K3 has one of the most recognisable voices and styles in the industry and so does her Production Style!
Personally, Kelly is someone who i’ve always looked up to, and now she is one of my best friends and I love hanging out with her in L.A! She is an inspirational person both professionally and personally and anyone who has had the privilege of meeting her will agree.
1. What is your opinion on Vocal Coaches – have you used one in the past and are they worth it?
VO coaches are always a good idea and can be a great asset to your voiceover career. If you’ve never gone through a VO coaching session- start now. I recently began coaching talent and it’s been an AMAZING experience! I coach by ear. No curriculum. No rules. No status quo. Only personalized, career-based sessions. I ask clients what their dream gig is and offer advice on how to get there. Nothing is impossible. If you want it- start going for it now. Start today. Start scared. Start without knowing. Just start.
2. What makes a killer demo for a voiceover? (Different styles/something creative that makes it different)
Being a VO talent and an imaging producer- I’ve heard loads of demos and hired VO/Producer stars based on a killer demo. I can tell within the first ten seconds. Grab me there and I’m intrigued to go forward. If it’s one style throughout the entire demo- you’ve lost me. I want to know that you can read our positioners, comedic/pop culture pieces and still have room left over for an intense read over a concert announcement. Be conversational- but be YOU. If you try to be the stereotype of a voiceover person- that’s exactly what you’ll be- the stereotype. Producers want to hear connection in your voice.
3. You voice hundreds of radio stations, and I’m sure the copy can get repetitive. How do you keep it fresh, especially when you’re saying the same phrases or reading copy for the same collective contests all the time?
All copy is new copy. Same goes for collective contesting. Nowadays, you’re only voicing the localized part of a national contest.
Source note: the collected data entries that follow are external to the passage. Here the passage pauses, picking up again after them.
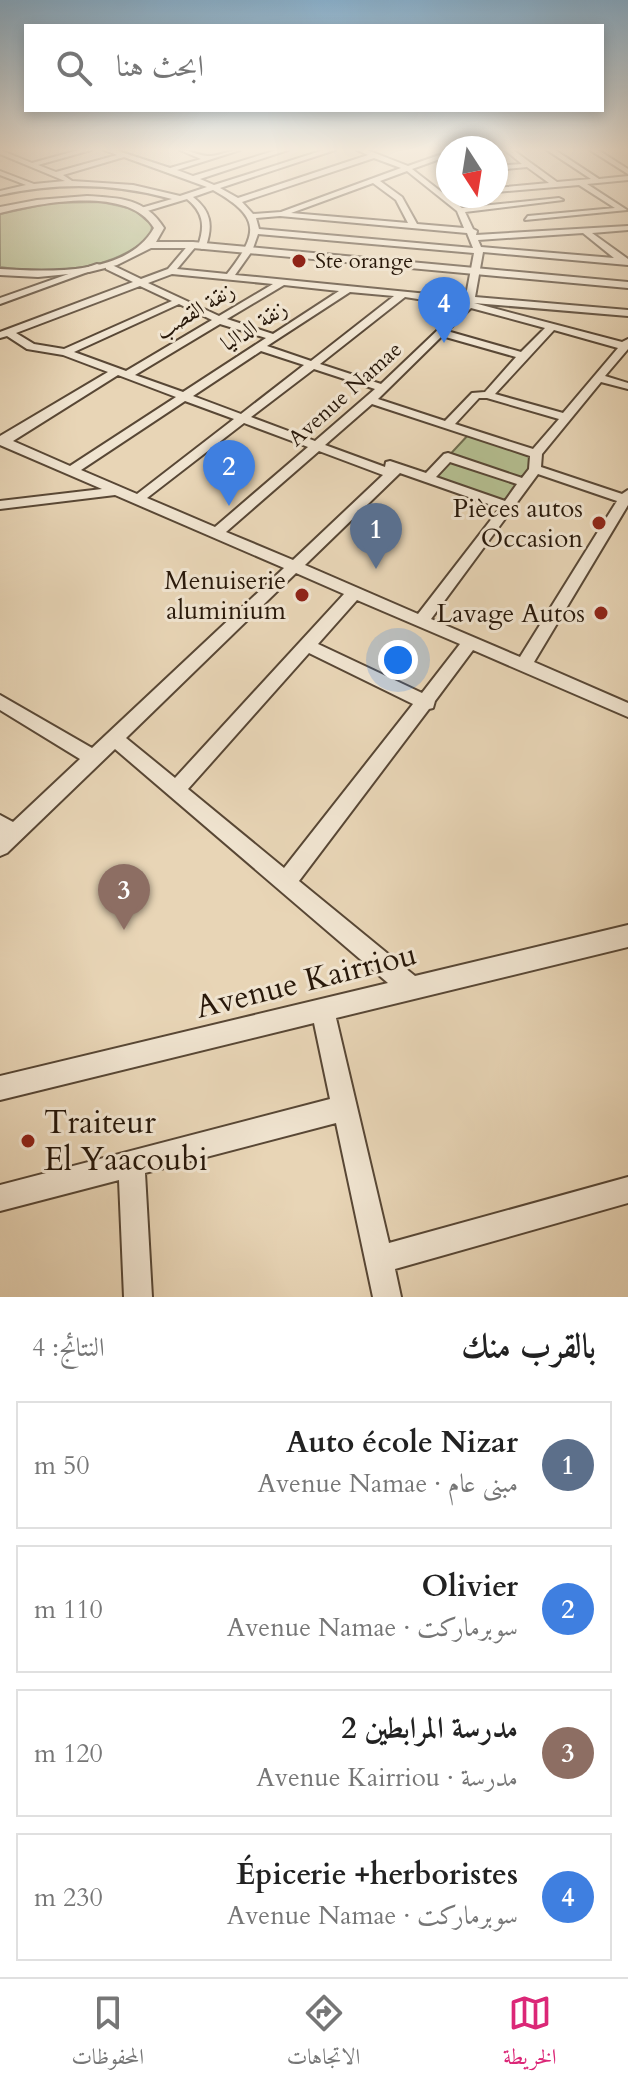 <!DOCTYPE html>
<html lang="ar">
<meta charset="utf-8">
<style>
:root{--surface:#fff;--page:#f6f6f6;--text:#222;--muted:#767676;--line:#e0e0e0;--accent:#db2777}
body{margin:0;font-family:Cardo,Amiri,serif;background:var(--page);color:var(--text);direction:rtl}
.compass{position:absolute;left:436px;top:136px;width:72px;height:72px;border-radius:50%;background:var(--surface);box-shadow:0 4px 12px #0003;rotate:168deg}
.you{position:absolute;left:398px;top:660px;width:28px;height:28px;margin:-20px;border:6px solid #fff;border-radius:50%;background:#1a73e8;box-shadow:0 0 0 12px #1a73e833}
.badge{display:grid;place-items:center;width:52px;height:52px;border-radius:50%;background:var(--accent);color:#fff;font-size:26px;font-weight:700}
.pin{position:absolute;translate:-50% -66px;filter:drop-shadow(0 2px 4px #0008)}
.pin::after{content:'';position:absolute;top:42px;width:28px;height:24px;background:inherit;clip-path:polygon(0 0,100% 0,50% 100%)}
.list{margin:0;padding:0;list-style:none}
h2{display:flex;justify-content:space-between;align-items:center;height:104px;margin:0;padding:0 32px;font-size:34px}
h2 small{font-size:26px;font-weight:400;color:var(--muted)}
.list li{display:grid;grid-template-columns:52px 1fr auto;gap:24px;align-items:center;box-sizing:border-box;height:128px;margin:0 16px 16px;padding:0 16px;border:2px solid var(--line);border-radius:0px}
.list b{display:block;font-size:30px;white-space:nowrap}
.list p{margin:0;font-size:26px;white-space:nowrap;color:var(--muted)}
.list em{font-size:26px;font-style:normal;color:var(--muted)}
.icon{flex:none;width:44px;height:44px;fill:none;stroke:currentColor;stroke-width:2;stroke-linecap:round;stroke-linejoin:round}
.map{position:relative;flex:none;width:628px;height:1297px;overflow:hidden;direction:ltr}
.search{position:absolute;background:var(--surface);box-shadow:0 4px 12px #0003;left:24px;right:24px;top:24px;height:88px;display:flex;align-items:center;gap:20px;box-sizing:border-box;padding:0 28px;border-radius:0px;color:var(--muted);font-size:30px}
.sheet{height:680px;background:var(--surface)}
nav{display:flex;justify-content:space-around;align-items:center;box-sizing:border-box;height:112px;border-top:2px solid var(--line);background:var(--surface);font-size:22px;color:var(--muted)}
nav a{display:grid;justify-items:center;gap:4px}
nav .on{color:var(--accent)}
.map>svg:first-child{display:block}
.green{fill:#b4be90;stroke:#6e6b4d;stroke-width:2}
.lines{fill:none;stroke-linecap:round;stroke-linejoin:round}
.minor-casing{stroke:#584735;stroke-width:4}
.tertiary-casing{stroke:#584735;stroke-width:4}
.minor{fill:#f0e4d0;fill-rule:evenodd}
.tertiary{fill:#f0e4d0;fill-rule:evenodd}
.poi-dot{fill:#8f2418;stroke:#f0e4d0;stroke-width:3}
.labels{text-anchor:middle;dominant-baseline:central;stroke-width:6;stroke-linejoin:round;paint-order:stroke}
.far-poi-label{font-size:22px;fill:#28180a;stroke:#f0e4d0;text-anchor:start}
.far-street-label{font-size:22px;fill:#28180a;stroke:#f0e4d0}
.poi-label{font-size:26px;fill:#28180a;stroke:#f0e4d0;text-anchor:end}
.near-street-label{font-size:32px;fill:#28180a;stroke:#f0e4d0}
.near-poi-label{font-size:32px;fill:#28180a;stroke:#f0e4d0;text-anchor:start}
</style>
<div class="map">
<svg width="628" height="1297" viewBox="0 0 628 1297">
<rect width="100%" height="100%" fill="#e8d5b6"/>
<filter id="stains"><feTurbulence type="fractalNoise" baseFrequency=".0025" numOctaves="4"/><feColorMatrix values="0 0 0 0 .2 0 0 0 0 .09 0 0 0 0 .02 0 0 0 .5 -.17"/></filter>
<radialGradient id="worn" r=".72"><stop offset=".6" stop-color="#630" stop-opacity="0"/><stop offset="1" stop-color="#630" stop-opacity=".3"/></radialGradient>
<path class="green" d="M101,202L133,209L152,225L151,235C114,272 49,274 0,267V214L51,203Z
M470,433L536,454L535,469L508,506L428,478Z"/>
<g class="lines">
<defs>
<path id="minor" d="M0,150L32,163L79,150H91L38,165L56,172L117,155L104,150H115L170,168L201,159L180,150C190,150 197,155 207,156C217,157 229,150 240,150L177,170L193,176L277,150H288L200,179L214,185L324,150H335L220,188L238,198L368,155L357,150H367L408,166L448,152V156L412,169L462,208L559,198L563,200L465,212L473,229L477,231L476,235L628,226V230L592,233L628,259V265L483,252L475,297L628,310V316L474,303L622,342L628,339V349L605,376L628,383V389L601,382L542,454L541,467L622,494L628,490V505L534,662L628,703V717L473,650L435,701L433,708L429,709L299,881L415,976L628,925V947L336,1018L389,1243L628,1177V1203L395,1269L401,1297H373L336,1123L145,1173L152,1297H124L119,1180L0,1211V1185L330,1099L314,1023L0,1100V1076L388,983L115,749L7,853L0,856V815L13,822L80,759L0,710V695L92,748L284,568L115,495L0,509V501L102,489L0,445V436L108,372L63,355L27,349L7,336L0,338V332L133,282L106,269V265H112L141,279L168,269L190,243L197,245L177,269L227,274C259,233 261,217 213,190L193,197C211,211 213,225 206,246L202,249L198,246C205,226 204,213 187,199L144,212L141,208L172,199C114,183 59,182 0,195V191L26,185L0,175V171L34,184L65,181L0,154ZM124,157L207,187L180,196L133,185L72,181L63,175ZM374,158L401,168L281,212L253,214L242,202ZM407,171L457,211L464,228L417,224L402,197L380,181ZM373,183L396,200L408,223L291,213ZM280,216L467,233L473,248L259,229L256,218ZM583,233L614,258L481,247L478,240ZM258,234L474,253L465,301L448,296L235,275L252,251ZM172,274L273,284L219,316L148,283ZM284,285L339,291L273,334L227,319ZM140,286L172,301L64,349L34,344L16,333ZM350,292L394,296L311,361L267,346ZM405,297L463,306L381,384L320,364ZM179,304L212,320L126,371L74,352ZM471,308L545,328L521,352L447,331ZM220,324L266,338L183,392L135,375ZM554,330L618,348L563,413L495,394ZM442,336L516,357L485,392L472,393L445,421L378,399ZM261,351L304,365L241,414L193,396ZM314,369L375,389L315,441L251,417ZM118,375L176,397L70,466L13,441ZM479,398H487L559,419L533,449L455,424ZM185,401L234,419L137,494L81,470ZM372,404L530,456L529,469L522,478L448,453L444,454L426,473L390,461L386,462L385,467L325,445ZM244,423L308,447L215,527L147,498ZM319,451L383,475L293,560L226,532ZM450,462L517,484L505,501L436,477ZM400,473L500,508L418,614L305,565ZM538,474L617,501L520,657L431,619ZM296,573L344,594L175,778L126,738ZM357,600L460,644L422,693L318,644ZM309,653L413,704L284,868L188,789Z
M505,150H513L557,182L591,179L547,150H555L599,179L628,176V180L587,184L627,210L525,220L528,216L615,208L579,185L496,192V188L549,183L527,167L496,170V166L522,164Z
M590,150H598L628,169V174Z
M97,264L104,266L0,304V298Z"/>
<path id="tertiary" d="M87,196C120,198 145,198 164,228L156,242H193L628,282V288L193,248H151L117,265L89,272L38,277L0,275V269C48,272 127,276 154,228C128,185 41,203 0,213V207L37,200Z"/>
</defs>
<use href="#minor" class="minor-casing"/>
<use href="#tertiary" class="tertiary-casing"/>
<use href="#minor" class="minor"/>
<use href="#tertiary" class="tertiary"/>
</g>
<linearGradient id="sky" x2="0" y2="1"><stop stop-color="#89b5d5"/><stop offset="0.45" stop-color="#f5ecde"/><stop offset="1" stop-color="#f5ecde" stop-opacity="0"/></linearGradient>
<rect width="628" height="332" fill="url(#sky)"/>
<g class="poi-dot">
<circle cx="299" cy="261" r="8"/>
<circle cx="599" cy="523" r="8"/>
<circle cx="302" cy="595" r="8"/>
<circle cx="601" cy="613" r="8"/>
<circle cx="28" cy="1141" r="8"/>
</g>
<g class="labels">
<g class="far-poi-label">
<text x="315" y="261">Ste orange</text>
</g>
<g class="far-street-label">
<text transform="translate(195 311) rotate(-31)">زنقة القصب</text>
<text transform="translate(254 326) rotate(-33)">زنقة الداليا</text>
<text transform="translate(345 394) rotate(-42)">Avenue Namae</text>
</g>
<g class="poi-label">
<text x="583" y="508">Pièces autos<tspan x="583" dy="30">Occasion</tspan></text>
<text x="286" y="580">Menuiserie<tspan x="286" dy="30">aluminium</tspan></text>
<text x="585" y="613">Lavage Autos</text>
</g>
<g class="near-street-label">
<text transform="translate(306 981) rotate(-14)">Avenue Kairriou</text>
</g>
<g class="near-poi-label">
<text x="44" y="1123">Traiteur<tspan x="44" dy="37">El Yaacoubi</tspan></text>
</g>
</g>
<rect width="100%" height="100%" filter="url(#stains)"/>
<rect width="100%" height="100%" fill="url(#worn)"/>
</svg>
<svg class="compass" viewBox="-18 -18 36 36"><path d="M0-13l5 13h-10z" fill="#e53935"/><path d="M0 13l5-13h-10z" fill="#767676"/></svg>
<div class="you"></div>
<div class="pin badge" style="left:376px;top:569px;background:#5c6f8a">1</div>
<div class="pin badge" style="left:229px;top:506px;background:#3f7fe0">2</div>
<div class="pin badge" style="left:124px;top:930px;background:#8d6e63">3</div>
<div class="pin badge" style="left:444px;top:343px;background:#3f7fe0">4</div>
<div class="search"><svg class="icon" aria-label="search" viewBox="0 0 24 24"><circle cx="10" cy="10" r="6"/><path d="M15 15l6 6"/></svg>ابحث هنا</div>
</div>
<section class="sheet">
<h2>بالقرب منك<small>النتائج: 4</small></h2>
<ul class="list">
<li><span class="badge" style="background:#5c6f8a">1</span><div><b>Auto école Nizar</b><p>مبنى عام · Avenue Namae</p></div><em>50 m</em></li>
<li><span class="badge" style="background:#3f7fe0">2</span><div><b>Olivier</b><p>سوبرماركت · Avenue Namae</p></div><em>110 m</em></li>
<li><span class="badge" style="background:#8d6e63">3</span><div><b>مدرسة المرابطين 2</b><p>مدرسة · Avenue Kairriou</p></div><em>120 m</em></li>
<li><span class="badge" style="background:#3f7fe0">4</span><div><b>Épicerie +herboristes</b><p>سوبرماركت · Avenue Namae</p></div><em>230 m</em></li>
</ul>
</section>
<nav>
<a class="on"><svg class="icon" aria-label="map" viewBox="0 0 24 24"><path d="M3 6l6-2 6 2 6-2v14l-6 2-6-2-6 2zM9 4v14M15 6v14"/></svg>الخريطة</a>
<a><svg class="icon" aria-label="directions" viewBox="0 0 24 24"><path d="M12 3l9 9-9 9-9-9zM9 14v-3h6M13 9l2 2-2 2"/></svg>الاتجاهات</a>
<a><svg class="icon" aria-label="saved" viewBox="0 0 24 24"><path d="M7 4h10v16l-5-4-5 4z"/></svg>المحفوظات</a>
</nav>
Some companies want to keep consistency and do so by having one voice on all promos- then the local VO comes in to personalize it for the station. So I’m not really reading the same thing over and over again. The REAL challenge is producing the same contests year after year. It’s easy to do the same style concert announcement- but if you have a VO ready to experiment- it makes those occasions fun instead of repetitive.
4. You are a world-renowned Voiceover but also an Imaging Producer. Do you think it makes your job easier having both skills?
Voiceover and production have the same goal: Emotional Connection. Nail THAT and you’ve done your job. It does help being on both sides because it gives you a better perspective of the marriage between voice and prod. I cut copy the way it’s written AND the way a producer might put it together. Easy example: a list of artists in the middle of a concert promo. The copy might run all the names together- but your ‘producer side’ says they might want these separated to play hooks, stage shouts or whatever. So you read them both ways. Sometimes there’s a comma where it shouldn’t be or line break that doesn’t make sense. There’s a benefit to studying all sides of the process.